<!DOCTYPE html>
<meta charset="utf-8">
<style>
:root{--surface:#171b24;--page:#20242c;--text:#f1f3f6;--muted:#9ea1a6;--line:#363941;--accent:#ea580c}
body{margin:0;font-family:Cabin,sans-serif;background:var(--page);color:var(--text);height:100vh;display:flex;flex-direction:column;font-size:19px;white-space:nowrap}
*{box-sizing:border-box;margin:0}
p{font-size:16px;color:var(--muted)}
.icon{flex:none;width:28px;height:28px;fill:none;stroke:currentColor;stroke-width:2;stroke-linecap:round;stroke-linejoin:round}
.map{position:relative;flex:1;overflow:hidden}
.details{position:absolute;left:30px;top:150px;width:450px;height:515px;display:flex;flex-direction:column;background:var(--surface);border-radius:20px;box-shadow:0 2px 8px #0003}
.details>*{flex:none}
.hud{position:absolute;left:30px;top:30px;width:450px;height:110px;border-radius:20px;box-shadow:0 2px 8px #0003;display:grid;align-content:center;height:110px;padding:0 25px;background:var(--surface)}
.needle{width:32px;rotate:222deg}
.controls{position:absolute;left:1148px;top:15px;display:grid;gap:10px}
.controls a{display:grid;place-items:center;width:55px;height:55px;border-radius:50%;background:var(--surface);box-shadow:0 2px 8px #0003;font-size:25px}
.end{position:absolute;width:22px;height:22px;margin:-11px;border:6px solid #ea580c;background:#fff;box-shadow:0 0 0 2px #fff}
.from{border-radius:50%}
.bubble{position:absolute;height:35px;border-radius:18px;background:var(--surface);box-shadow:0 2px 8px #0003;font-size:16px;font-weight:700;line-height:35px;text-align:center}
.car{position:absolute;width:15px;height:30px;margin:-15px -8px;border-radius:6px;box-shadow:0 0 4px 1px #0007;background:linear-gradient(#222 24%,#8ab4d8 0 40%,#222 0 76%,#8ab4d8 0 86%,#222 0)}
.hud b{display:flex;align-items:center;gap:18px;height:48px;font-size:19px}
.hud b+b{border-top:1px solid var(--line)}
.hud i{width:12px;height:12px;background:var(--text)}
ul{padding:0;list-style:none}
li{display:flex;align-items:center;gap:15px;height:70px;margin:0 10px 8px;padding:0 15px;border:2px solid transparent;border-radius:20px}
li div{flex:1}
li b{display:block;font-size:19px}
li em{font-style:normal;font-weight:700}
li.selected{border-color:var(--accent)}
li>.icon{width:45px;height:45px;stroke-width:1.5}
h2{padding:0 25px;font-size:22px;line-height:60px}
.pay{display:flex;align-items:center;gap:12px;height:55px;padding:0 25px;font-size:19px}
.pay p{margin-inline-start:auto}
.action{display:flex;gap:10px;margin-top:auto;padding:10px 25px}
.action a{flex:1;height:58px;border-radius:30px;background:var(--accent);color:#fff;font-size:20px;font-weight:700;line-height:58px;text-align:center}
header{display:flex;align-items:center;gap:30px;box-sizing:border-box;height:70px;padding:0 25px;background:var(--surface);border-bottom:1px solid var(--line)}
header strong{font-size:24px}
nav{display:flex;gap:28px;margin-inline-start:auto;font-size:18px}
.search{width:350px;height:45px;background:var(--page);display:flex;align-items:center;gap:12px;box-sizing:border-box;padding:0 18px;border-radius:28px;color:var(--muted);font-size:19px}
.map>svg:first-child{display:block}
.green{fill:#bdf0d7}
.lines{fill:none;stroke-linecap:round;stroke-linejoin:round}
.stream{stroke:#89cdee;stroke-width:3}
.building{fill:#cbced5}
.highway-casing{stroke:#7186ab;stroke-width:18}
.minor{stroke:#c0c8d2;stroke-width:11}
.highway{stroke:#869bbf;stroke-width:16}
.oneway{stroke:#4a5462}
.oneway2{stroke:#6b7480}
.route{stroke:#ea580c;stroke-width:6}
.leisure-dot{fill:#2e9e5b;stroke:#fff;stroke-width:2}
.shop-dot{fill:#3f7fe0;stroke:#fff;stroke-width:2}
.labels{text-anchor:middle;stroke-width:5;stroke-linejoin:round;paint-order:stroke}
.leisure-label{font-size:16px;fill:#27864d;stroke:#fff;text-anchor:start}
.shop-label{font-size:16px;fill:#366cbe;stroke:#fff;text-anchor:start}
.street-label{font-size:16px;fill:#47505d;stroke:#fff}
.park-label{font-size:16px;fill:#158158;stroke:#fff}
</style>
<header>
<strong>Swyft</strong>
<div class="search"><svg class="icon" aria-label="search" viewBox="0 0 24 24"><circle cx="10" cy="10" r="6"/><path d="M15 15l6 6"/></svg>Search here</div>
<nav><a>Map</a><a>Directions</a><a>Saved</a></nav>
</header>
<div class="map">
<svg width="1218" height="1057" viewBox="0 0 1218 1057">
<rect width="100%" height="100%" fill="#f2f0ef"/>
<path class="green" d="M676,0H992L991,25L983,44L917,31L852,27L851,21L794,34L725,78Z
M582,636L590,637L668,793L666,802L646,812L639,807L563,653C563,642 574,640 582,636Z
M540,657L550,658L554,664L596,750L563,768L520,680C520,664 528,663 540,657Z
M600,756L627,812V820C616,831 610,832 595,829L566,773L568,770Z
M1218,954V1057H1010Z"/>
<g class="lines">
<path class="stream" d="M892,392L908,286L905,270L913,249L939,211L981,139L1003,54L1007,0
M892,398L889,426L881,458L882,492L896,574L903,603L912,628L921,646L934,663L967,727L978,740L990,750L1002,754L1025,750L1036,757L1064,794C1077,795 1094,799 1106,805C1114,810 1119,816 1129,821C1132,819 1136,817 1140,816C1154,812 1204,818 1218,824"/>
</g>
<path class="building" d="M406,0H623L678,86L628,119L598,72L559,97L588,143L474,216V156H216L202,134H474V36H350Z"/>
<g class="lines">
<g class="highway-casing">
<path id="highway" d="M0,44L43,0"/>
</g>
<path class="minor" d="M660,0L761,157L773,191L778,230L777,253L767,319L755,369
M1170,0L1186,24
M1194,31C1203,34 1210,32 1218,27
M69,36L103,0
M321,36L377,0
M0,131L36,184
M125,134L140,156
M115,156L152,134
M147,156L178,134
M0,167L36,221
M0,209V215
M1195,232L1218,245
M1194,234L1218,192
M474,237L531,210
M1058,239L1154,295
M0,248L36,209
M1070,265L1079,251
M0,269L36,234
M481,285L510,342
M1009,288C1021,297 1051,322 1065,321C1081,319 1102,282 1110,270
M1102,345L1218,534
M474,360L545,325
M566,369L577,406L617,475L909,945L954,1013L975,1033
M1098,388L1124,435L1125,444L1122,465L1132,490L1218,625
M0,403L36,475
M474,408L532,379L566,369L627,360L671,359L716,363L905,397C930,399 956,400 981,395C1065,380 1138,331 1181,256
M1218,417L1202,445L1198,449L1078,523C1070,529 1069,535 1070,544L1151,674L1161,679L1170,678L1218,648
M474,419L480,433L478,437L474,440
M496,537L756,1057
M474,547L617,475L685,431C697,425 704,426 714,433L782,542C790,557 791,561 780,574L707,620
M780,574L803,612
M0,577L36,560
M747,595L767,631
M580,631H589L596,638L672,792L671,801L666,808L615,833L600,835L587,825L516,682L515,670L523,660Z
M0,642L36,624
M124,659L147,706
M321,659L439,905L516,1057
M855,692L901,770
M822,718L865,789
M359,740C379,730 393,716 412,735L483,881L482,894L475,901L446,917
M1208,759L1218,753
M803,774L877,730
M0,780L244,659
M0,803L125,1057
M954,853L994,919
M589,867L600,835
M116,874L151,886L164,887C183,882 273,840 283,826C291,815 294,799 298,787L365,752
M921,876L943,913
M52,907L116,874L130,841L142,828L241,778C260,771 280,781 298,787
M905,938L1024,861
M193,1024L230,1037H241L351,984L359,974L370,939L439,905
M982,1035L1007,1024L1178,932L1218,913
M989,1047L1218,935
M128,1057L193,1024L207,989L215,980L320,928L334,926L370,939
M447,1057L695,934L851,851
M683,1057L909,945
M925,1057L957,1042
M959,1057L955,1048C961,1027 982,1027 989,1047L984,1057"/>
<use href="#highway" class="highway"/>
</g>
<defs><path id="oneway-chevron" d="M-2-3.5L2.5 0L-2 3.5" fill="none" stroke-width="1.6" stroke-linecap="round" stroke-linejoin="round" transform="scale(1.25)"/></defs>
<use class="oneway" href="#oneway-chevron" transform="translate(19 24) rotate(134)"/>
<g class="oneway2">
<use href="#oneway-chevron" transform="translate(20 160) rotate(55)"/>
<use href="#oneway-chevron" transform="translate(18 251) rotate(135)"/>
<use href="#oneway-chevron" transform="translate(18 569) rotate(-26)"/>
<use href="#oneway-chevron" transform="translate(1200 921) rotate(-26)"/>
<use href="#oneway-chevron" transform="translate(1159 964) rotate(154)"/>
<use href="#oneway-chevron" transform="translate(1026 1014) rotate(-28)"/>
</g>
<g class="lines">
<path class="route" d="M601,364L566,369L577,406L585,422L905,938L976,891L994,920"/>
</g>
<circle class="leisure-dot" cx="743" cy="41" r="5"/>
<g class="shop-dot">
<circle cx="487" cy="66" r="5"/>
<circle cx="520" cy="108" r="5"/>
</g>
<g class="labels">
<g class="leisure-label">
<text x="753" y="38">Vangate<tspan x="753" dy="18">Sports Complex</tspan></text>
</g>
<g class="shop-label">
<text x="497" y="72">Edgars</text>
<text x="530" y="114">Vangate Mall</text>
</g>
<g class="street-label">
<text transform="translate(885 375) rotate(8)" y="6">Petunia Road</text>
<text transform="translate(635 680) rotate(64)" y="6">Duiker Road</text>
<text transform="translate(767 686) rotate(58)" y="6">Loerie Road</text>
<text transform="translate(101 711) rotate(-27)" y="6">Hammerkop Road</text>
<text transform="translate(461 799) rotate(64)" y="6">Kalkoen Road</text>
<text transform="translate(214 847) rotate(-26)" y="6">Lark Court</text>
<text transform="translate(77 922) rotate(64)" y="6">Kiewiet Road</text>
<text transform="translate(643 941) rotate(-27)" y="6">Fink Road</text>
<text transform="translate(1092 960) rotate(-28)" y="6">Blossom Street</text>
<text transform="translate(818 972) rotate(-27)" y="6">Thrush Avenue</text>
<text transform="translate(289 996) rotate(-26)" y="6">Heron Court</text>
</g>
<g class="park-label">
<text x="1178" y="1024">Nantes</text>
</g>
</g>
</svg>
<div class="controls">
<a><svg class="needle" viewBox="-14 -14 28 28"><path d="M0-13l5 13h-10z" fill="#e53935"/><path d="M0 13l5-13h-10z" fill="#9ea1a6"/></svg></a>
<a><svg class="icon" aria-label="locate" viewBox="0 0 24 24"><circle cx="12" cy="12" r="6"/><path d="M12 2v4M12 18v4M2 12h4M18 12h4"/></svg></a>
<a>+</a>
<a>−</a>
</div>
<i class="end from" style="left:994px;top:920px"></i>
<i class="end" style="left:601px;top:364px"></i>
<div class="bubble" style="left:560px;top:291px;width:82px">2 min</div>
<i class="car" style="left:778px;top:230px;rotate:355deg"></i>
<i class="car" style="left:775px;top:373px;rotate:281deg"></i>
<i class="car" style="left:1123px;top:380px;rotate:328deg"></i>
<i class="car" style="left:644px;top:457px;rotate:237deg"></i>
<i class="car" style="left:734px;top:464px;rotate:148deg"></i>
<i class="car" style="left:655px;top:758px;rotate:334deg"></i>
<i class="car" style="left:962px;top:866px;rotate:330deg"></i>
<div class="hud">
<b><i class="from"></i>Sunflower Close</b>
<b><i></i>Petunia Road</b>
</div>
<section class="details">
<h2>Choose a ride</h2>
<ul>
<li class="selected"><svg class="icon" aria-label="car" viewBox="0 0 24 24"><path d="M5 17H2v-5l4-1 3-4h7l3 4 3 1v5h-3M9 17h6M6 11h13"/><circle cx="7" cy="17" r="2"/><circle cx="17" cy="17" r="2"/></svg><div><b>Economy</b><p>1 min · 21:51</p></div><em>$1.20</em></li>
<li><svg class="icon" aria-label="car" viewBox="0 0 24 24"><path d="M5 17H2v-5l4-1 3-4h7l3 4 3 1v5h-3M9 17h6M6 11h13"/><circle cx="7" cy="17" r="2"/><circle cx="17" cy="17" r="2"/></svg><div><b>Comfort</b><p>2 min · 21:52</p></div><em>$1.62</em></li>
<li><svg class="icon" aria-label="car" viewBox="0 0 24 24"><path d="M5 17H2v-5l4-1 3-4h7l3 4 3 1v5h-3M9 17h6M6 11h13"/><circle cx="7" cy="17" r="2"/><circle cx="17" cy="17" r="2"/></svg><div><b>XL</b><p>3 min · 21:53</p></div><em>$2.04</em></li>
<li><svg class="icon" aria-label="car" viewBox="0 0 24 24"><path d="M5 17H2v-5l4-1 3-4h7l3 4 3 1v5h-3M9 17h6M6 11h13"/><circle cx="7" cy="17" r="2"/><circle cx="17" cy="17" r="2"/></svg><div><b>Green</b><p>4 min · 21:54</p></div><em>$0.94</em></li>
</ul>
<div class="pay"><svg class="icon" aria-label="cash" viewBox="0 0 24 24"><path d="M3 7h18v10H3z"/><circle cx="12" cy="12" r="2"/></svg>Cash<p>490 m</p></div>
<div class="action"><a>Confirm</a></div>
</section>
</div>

______________________________

§ ASSIGNMENT
For the string "linejoin", count every line of the material where it appears and state only the count.

§ RESULT
4